Finding a staff dedicated to marketing parks and recreation departments is as common as finding a miniature horse with a college degree. Parks and Recreation features the quirky and passionate Leslie Knope. Parks and recreation professionals carry the passion of Leslie Knope while serving local communities on a daily basis. Digital marketing is here to stay, and local governments are learning to embrace social media.

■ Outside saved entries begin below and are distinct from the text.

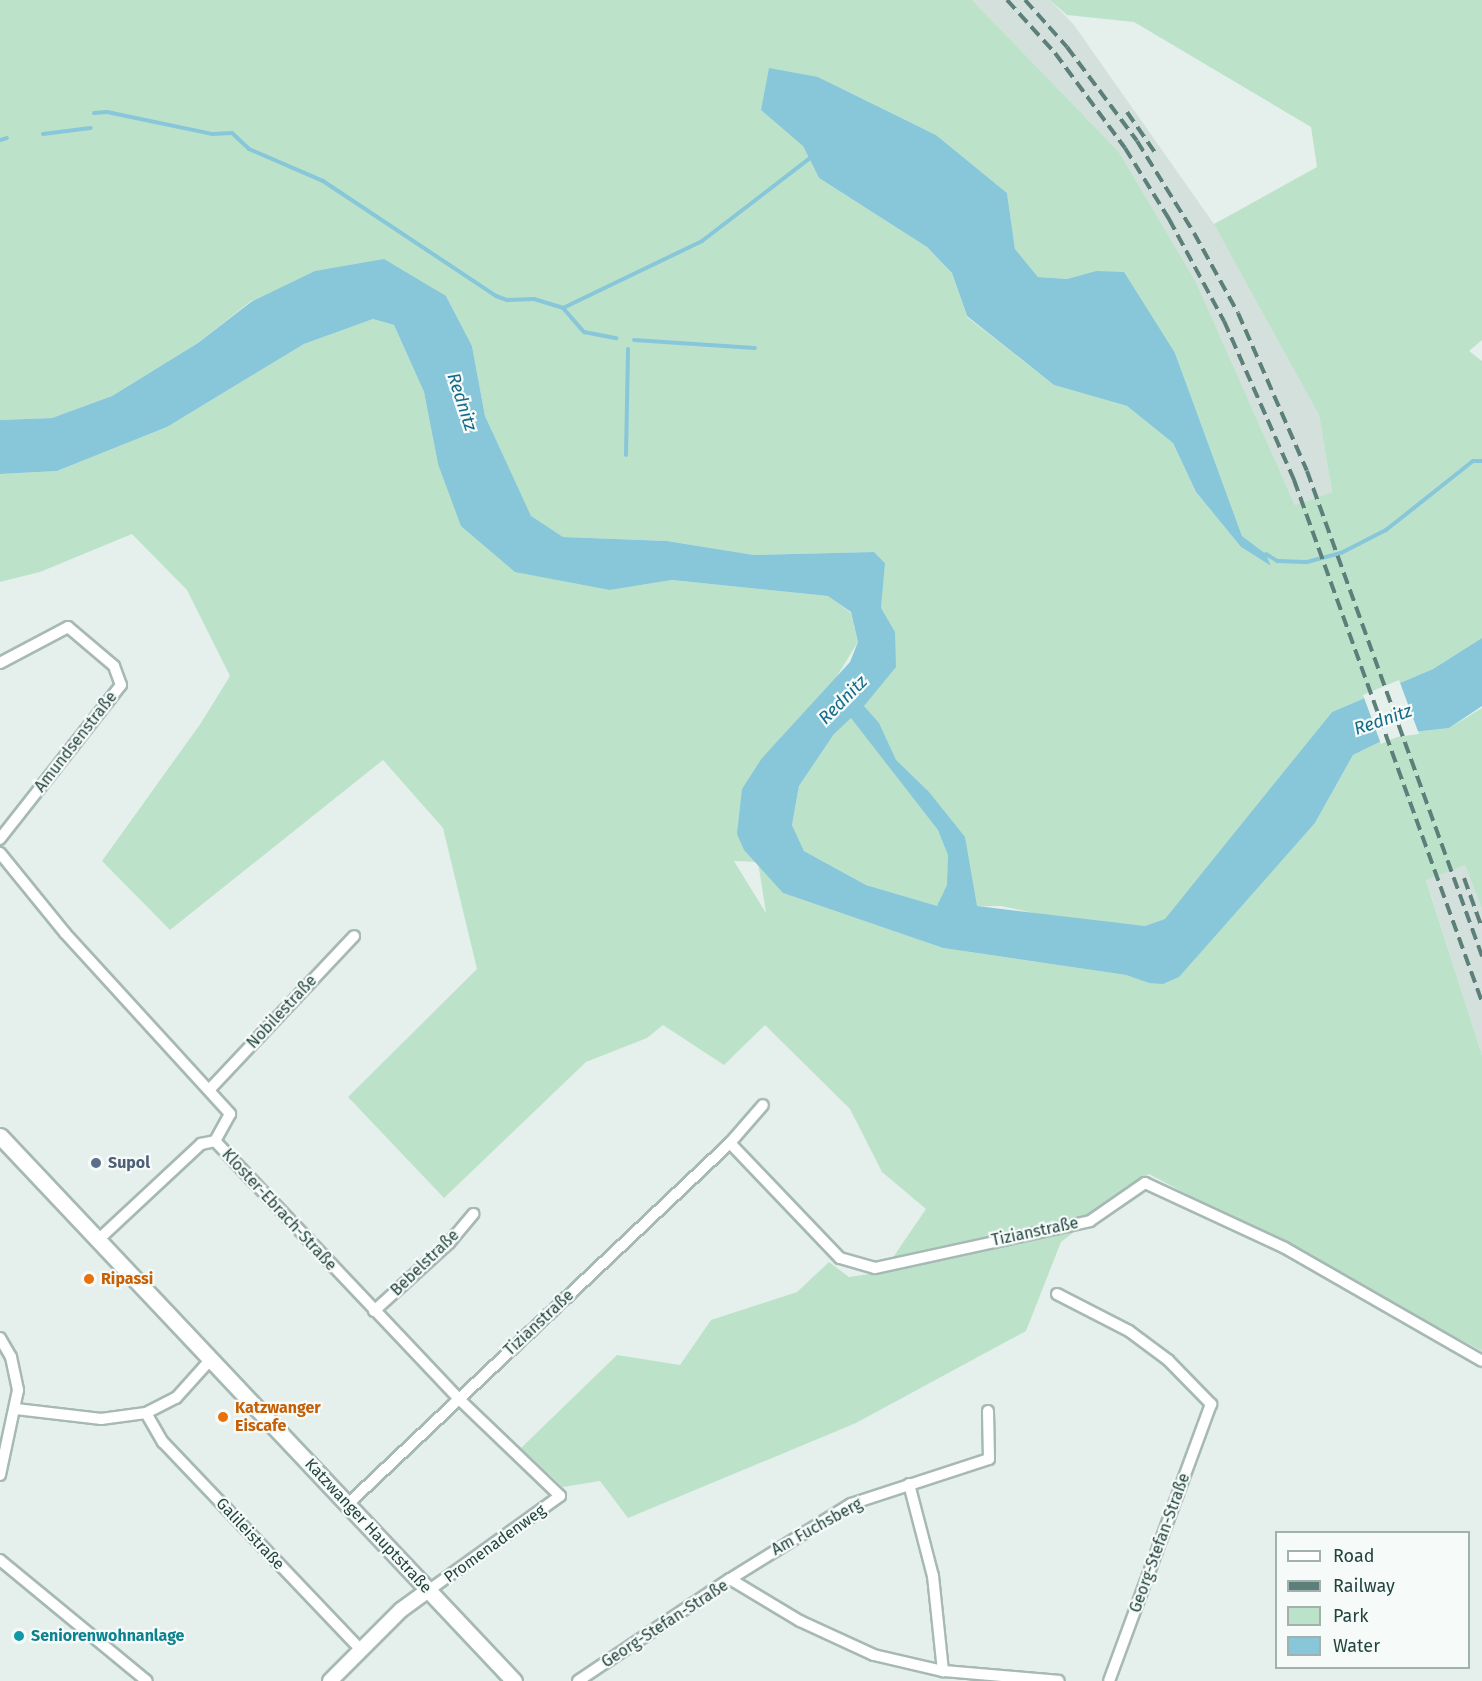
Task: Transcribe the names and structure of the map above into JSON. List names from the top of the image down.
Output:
{
  "streets": {
    "main road": ["Katzwanger Hauptstraße"],
    "street": [
      "Amundsenstraße",
      "Nobilestraße",
      "Kloster-Ebrach-Straße",
      "Tizianstraße",
      "Bebelstraße",
      "Am Fuchsberg",
      "Galileistraße",
      "Georg-Stefan-Straße",
      "Promenadenweg"
    ]
  },
  "crossings": [
    ["Nobilestraße", "Kloster-Ebrach-Straße"],
    ["Kloster-Ebrach-Straße", "Tizianstraße"],
    ["Kloster-Ebrach-Straße", "Bebelstraße"],
    ["Kloster-Ebrach-Straße", "Promenadenweg"],
    ["Tizianstraße", "Katzwanger Hauptstraße"],
    ["Katzwanger Hauptstraße", "Promenadenweg"],
    ["Am Fuchsberg", "Georg-Stefan-Straße"]
  ],
  "water": ["Rednitz"],
  "places": [
    "Supol",
    "Ripassi",
    "Katzwanger Eiscafe",
    "Seniorenwohnanlage"
  ],
  "legend": [
    "Road",
    "Railway",
    "Park",
    "Water"
  ]
}
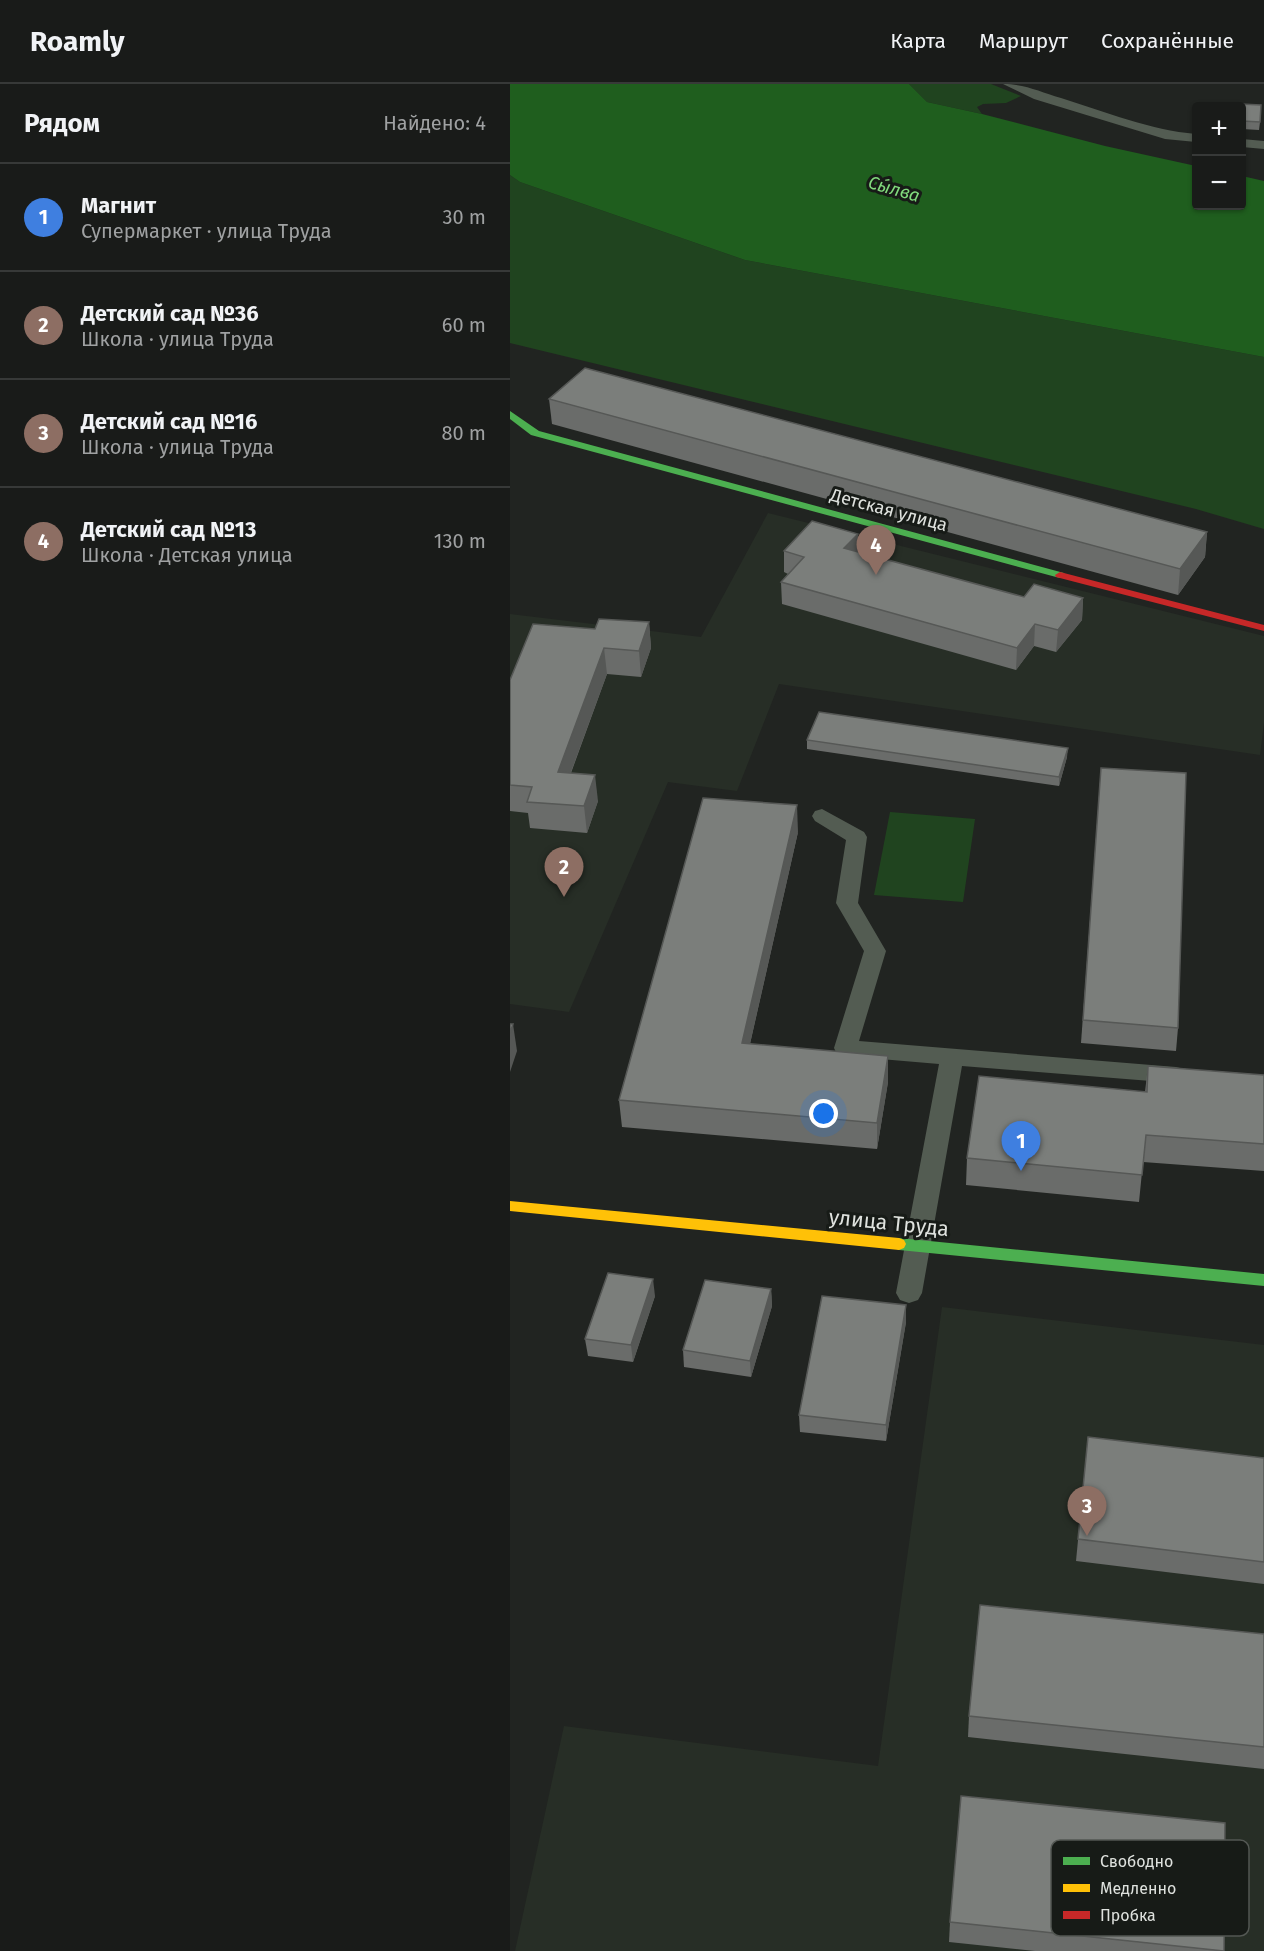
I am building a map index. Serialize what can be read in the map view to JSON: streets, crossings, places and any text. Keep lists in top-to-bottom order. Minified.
{"streets":{"street":["Детская улица","улица Труда"]},"water":["Сы́лва"],"legend":["Свободно","Медленно","Пробка"],"page":{"header":"Roamly","nav":["Карта","Маршрут","Сохранённые"],"heading":["Рядом","Найдено: 4"],"map_buttons":["+","−"],"list":[{"mark":"1","name":"Магнит","note":"Супермаркет · улица Труда","value":"30 m"},{"mark":"2","name":"Детский сад №36","note":"Школа · улица Труда","value":"60 m"},{"mark":"3","name":"Детский сад №16","note":"Школа · улица Труда","value":"80 m"},{"mark":"4","name":"Детский сад №13","note":"Школа · Детская улица","value":"130 m"}],"pins":["4","2","1","3"]}}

Small budgets and limited resources are common setbacks to implementing social media strategies in local government. Parks and recreation departments enjoy ample inspiration for social media content through beautiful parks and opportunities for residents of all ages. Small teams can be developed, trained, and equipped to create a social media presence.

Develop a Team

Parks and recreation departments without marketing teams rely on various staff members to fulfill the need of social media content production. Identify staff with a knowledge of local government policies and develop a social media strategy. Propose the strategy to the rest of the department and establish rapport with the rest of the team. Bring all divisions of the department into the strategy and help each staff member understand the significance of social media. After trust has been earned from the rest of the department, obtain approval from city management to launch a social media presence. Select one individual to be the head of the team and attempt to keep the team as small as possible.

Establish Policies

Working in a municipality necessitates a solid understanding of local government practices. Users must view social media as a public record and comprehend the weight of posting content on behalf of a city. Consequently, training employees on best practices in handling both positive and negative feedback or posting content is essential. The humorous tactics that work for Wendy’s on Twitter will not work for a local government page. Users should also be trained in handling sensitive issues unique to local government. For example, if a tragic event occurs in the city (even if the tragedy isn’t related to parks and recreation), all scheduled posts may need to be stopped temporarily in an effort to show solidarity or sensitivity.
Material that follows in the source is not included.